_Problem to solve_.
The records appear below. Repeat them exactly.

· · · · · · ·

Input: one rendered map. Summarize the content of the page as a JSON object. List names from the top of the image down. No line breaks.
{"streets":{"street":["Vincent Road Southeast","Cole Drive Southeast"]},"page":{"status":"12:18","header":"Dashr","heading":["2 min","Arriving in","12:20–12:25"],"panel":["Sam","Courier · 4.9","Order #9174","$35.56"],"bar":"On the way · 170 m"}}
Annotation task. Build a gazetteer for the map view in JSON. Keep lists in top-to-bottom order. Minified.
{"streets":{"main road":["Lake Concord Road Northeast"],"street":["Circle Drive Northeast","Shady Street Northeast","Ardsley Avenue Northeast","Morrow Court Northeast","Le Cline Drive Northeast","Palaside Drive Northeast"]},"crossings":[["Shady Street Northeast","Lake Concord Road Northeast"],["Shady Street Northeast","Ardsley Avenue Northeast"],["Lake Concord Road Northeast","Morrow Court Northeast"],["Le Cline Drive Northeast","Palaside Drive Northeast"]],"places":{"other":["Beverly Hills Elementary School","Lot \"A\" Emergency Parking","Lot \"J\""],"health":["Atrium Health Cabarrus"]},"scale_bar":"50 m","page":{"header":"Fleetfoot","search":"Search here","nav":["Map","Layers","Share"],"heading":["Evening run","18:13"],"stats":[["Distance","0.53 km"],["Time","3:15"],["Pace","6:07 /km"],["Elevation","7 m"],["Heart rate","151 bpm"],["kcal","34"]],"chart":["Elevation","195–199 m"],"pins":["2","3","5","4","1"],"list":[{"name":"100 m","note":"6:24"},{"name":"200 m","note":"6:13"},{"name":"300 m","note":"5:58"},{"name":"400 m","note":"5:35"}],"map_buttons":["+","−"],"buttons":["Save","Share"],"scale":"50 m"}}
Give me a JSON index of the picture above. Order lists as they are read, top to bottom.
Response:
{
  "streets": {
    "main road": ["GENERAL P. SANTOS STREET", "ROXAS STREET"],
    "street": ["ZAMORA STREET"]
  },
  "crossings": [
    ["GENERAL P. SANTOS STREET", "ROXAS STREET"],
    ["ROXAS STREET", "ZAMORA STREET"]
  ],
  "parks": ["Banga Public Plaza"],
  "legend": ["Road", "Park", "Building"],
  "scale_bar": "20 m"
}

· · · · · · ·

_Answer to this problem_.
Input: one rendered map. Summarize the content of the page as a JSON object. List names from the top of the image down. No line breaks.
{"streets":{"street":["Vincent Road Southeast","Cole Drive Southeast"]},"page":{"status":"12:18","header":"Dashr","heading":["2 min","Arriving in","12:20–12:25"],"panel":["Sam","Courier · 4.9","Order #9174","$35.56"],"bar":"On the way · 170 m"}}
Annotation task. Build a gazetteer for the map view in JSON. Keep lists in top-to-bottom order. Minified.
{"streets":{"main road":["Lake Concord Road Northeast"],"street":["Circle Drive Northeast","Shady Street Northeast","Ardsley Avenue Northeast","Morrow Court Northeast","Le Cline Drive Northeast","Palaside Drive Northeast"]},"crossings":[["Shady Street Northeast","Lake Concord Road Northeast"],["Shady Street Northeast","Ardsley Avenue Northeast"],["Lake Concord Road Northeast","Morrow Court Northeast"],["Le Cline Drive Northeast","Palaside Drive Northeast"]],"places":{"other":["Beverly Hills Elementary School","Lot \"A\" Emergency Parking","Lot \"J\""],"health":["Atrium Health Cabarrus"]},"scale_bar":"50 m","page":{"header":"Fleetfoot","search":"Search here","nav":["Map","Layers","Share"],"heading":["Evening run","18:13"],"stats":[["Distance","0.53 km"],["Time","3:15"],["Pace","6:07 /km"],["Elevation","7 m"],["Heart rate","151 bpm"],["kcal","34"]],"chart":["Elevation","195–199 m"],"pins":["2","3","5","4","1"],"list":[{"name":"100 m","note":"6:24"},{"name":"200 m","note":"6:13"},{"name":"300 m","note":"5:58"},{"name":"400 m","note":"5:35"}],"map_buttons":["+","−"],"buttons":["Save","Share"],"scale":"50 m"}}
Give me a JSON index of the picture above. Order lists as they are read, top to bottom.
Response:
{
  "streets": {
    "main road": ["GENERAL P. SANTOS STREET", "ROXAS STREET"],
    "street": ["ZAMORA STREET"]
  },
  "crossings": [
    ["GENERAL P. SANTOS STREET", "ROXAS STREET"],
    ["ROXAS STREET", "ZAMORA STREET"]
  ],
  "parks": ["Banga Public Plaza"],
  "legend": ["Road", "Park", "Building"],
  "scale_bar": "20 m"
}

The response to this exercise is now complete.